The arrival in Britain of a £10 million painting attributed to Medieval Italian master Giotto di Bondone provided an opportunity for the Court of Appeal to give comprehensive guidance on the legal aspects of the cross-border movement of cultural treasures.
There was no dispute that the owner of the painting, who bought it at auction in 1990 for about £3,500 at a time when it was considered to be a Giotto imitation, had acted contrary to Italian law in dispatching it from Italy to London. That was because a licence previously granted for the painting’s export by the Italian authorities had expired.
Following the painting’s arrival in the UK, Arts Council England (ACE) refused to grant the owner a licence to re-export the painting to Switzerland, which is not a member of the European Union, saying that it had no power to do so. That was on the basis that, the painting having been exported from Italy in violation of Italian law, its dispatch to the UK had not been lawful.

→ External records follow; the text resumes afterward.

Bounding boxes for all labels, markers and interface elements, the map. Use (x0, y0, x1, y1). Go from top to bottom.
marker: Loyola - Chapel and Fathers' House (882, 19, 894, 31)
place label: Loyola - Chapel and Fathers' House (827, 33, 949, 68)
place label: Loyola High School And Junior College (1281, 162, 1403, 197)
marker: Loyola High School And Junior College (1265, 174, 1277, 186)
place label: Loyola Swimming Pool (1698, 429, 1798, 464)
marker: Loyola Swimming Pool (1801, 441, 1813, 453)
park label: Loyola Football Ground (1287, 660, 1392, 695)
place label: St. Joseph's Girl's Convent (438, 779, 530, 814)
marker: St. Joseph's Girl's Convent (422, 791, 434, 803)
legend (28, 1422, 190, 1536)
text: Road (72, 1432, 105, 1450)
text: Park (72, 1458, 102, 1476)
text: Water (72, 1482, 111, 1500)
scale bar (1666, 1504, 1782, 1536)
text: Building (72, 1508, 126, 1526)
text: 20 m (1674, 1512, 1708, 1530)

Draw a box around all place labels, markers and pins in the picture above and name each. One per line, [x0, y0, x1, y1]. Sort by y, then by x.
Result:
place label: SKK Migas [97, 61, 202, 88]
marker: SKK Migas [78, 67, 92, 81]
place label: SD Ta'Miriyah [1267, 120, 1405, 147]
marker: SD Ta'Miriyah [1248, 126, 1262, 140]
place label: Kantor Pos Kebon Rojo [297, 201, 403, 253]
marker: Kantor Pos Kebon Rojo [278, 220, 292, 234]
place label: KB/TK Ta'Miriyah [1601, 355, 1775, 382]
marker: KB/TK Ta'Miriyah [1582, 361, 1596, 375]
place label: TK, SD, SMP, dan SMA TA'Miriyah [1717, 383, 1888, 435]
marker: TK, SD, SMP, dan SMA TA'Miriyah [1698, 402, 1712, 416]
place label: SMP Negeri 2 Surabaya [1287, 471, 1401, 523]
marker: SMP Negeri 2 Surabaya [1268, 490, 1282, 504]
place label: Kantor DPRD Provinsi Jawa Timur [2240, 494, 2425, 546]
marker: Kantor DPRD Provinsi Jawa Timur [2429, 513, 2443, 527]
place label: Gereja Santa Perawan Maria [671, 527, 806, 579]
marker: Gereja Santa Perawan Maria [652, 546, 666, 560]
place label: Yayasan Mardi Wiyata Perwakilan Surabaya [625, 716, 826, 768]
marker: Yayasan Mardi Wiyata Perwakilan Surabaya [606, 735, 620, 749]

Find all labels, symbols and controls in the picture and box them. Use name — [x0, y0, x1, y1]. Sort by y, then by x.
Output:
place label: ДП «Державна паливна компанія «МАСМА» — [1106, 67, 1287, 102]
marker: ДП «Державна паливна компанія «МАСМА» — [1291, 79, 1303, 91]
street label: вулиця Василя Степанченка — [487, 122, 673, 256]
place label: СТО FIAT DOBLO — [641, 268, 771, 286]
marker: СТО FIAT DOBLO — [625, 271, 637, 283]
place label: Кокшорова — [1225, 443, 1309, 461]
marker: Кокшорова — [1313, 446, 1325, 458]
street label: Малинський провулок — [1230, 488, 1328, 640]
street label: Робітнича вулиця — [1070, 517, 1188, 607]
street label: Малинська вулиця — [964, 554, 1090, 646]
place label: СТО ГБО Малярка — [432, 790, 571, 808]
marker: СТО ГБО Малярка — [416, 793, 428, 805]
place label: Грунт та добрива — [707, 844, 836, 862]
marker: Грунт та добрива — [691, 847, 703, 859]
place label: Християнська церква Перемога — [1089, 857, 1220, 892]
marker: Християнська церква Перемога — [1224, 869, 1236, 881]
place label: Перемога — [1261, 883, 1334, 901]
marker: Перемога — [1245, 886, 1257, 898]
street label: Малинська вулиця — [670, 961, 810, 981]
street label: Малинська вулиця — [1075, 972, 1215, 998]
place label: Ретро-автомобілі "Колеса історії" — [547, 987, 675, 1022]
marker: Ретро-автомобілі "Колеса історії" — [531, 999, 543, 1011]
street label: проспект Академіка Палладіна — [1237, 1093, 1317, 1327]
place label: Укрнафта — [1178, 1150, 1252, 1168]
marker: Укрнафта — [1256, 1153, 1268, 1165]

ACE was willing to licence the painting’s export to Italy, but nowhere else. It concluded that, despite its physical presence in England, the Italian Ministry of Culture and Tourism remained the competent authority to which the owner would have to apply for a licence to export the painting outside the EU. Her judicial review challenge to that decision was rejected by a judge.
In challenging that ruling, the owner argued that the Italian law which required her to give prior notice to the authorities there of her intention to export the painting was contrary to EU law. It was, amongst other things, said to amount to an impediment on the free movement of goods across EU borders and to a breach of her human right to peacefully enjoy the painting as her private possession.
The Court found that the relevant Italian licensing regime on the face of it engaged EU freedom of movement rules. It also accepted that it had the power to rule upon the compatibility or otherwise of that regime with EU law. In dismissing the owner’s appeal, however, it ruled that the Italian authorities were not required to present evidence in support of measures which were designed to monitor exports of national treasures and which were, as a matter of common sense, evidently justified.
On a true interpretation of Regulation 116/2009 (the Export Regulation), the Court in any event found that Italy was obliged to impose a licensing regime and that the owner was under a duty to comply with it. Whether or not the grant of an export licence was, as the owner claimed, a mere formality, the Italian authorities were entitled to seek verification that exporters are properly entitled to dispatch cultural items from Italy onto the wider international market.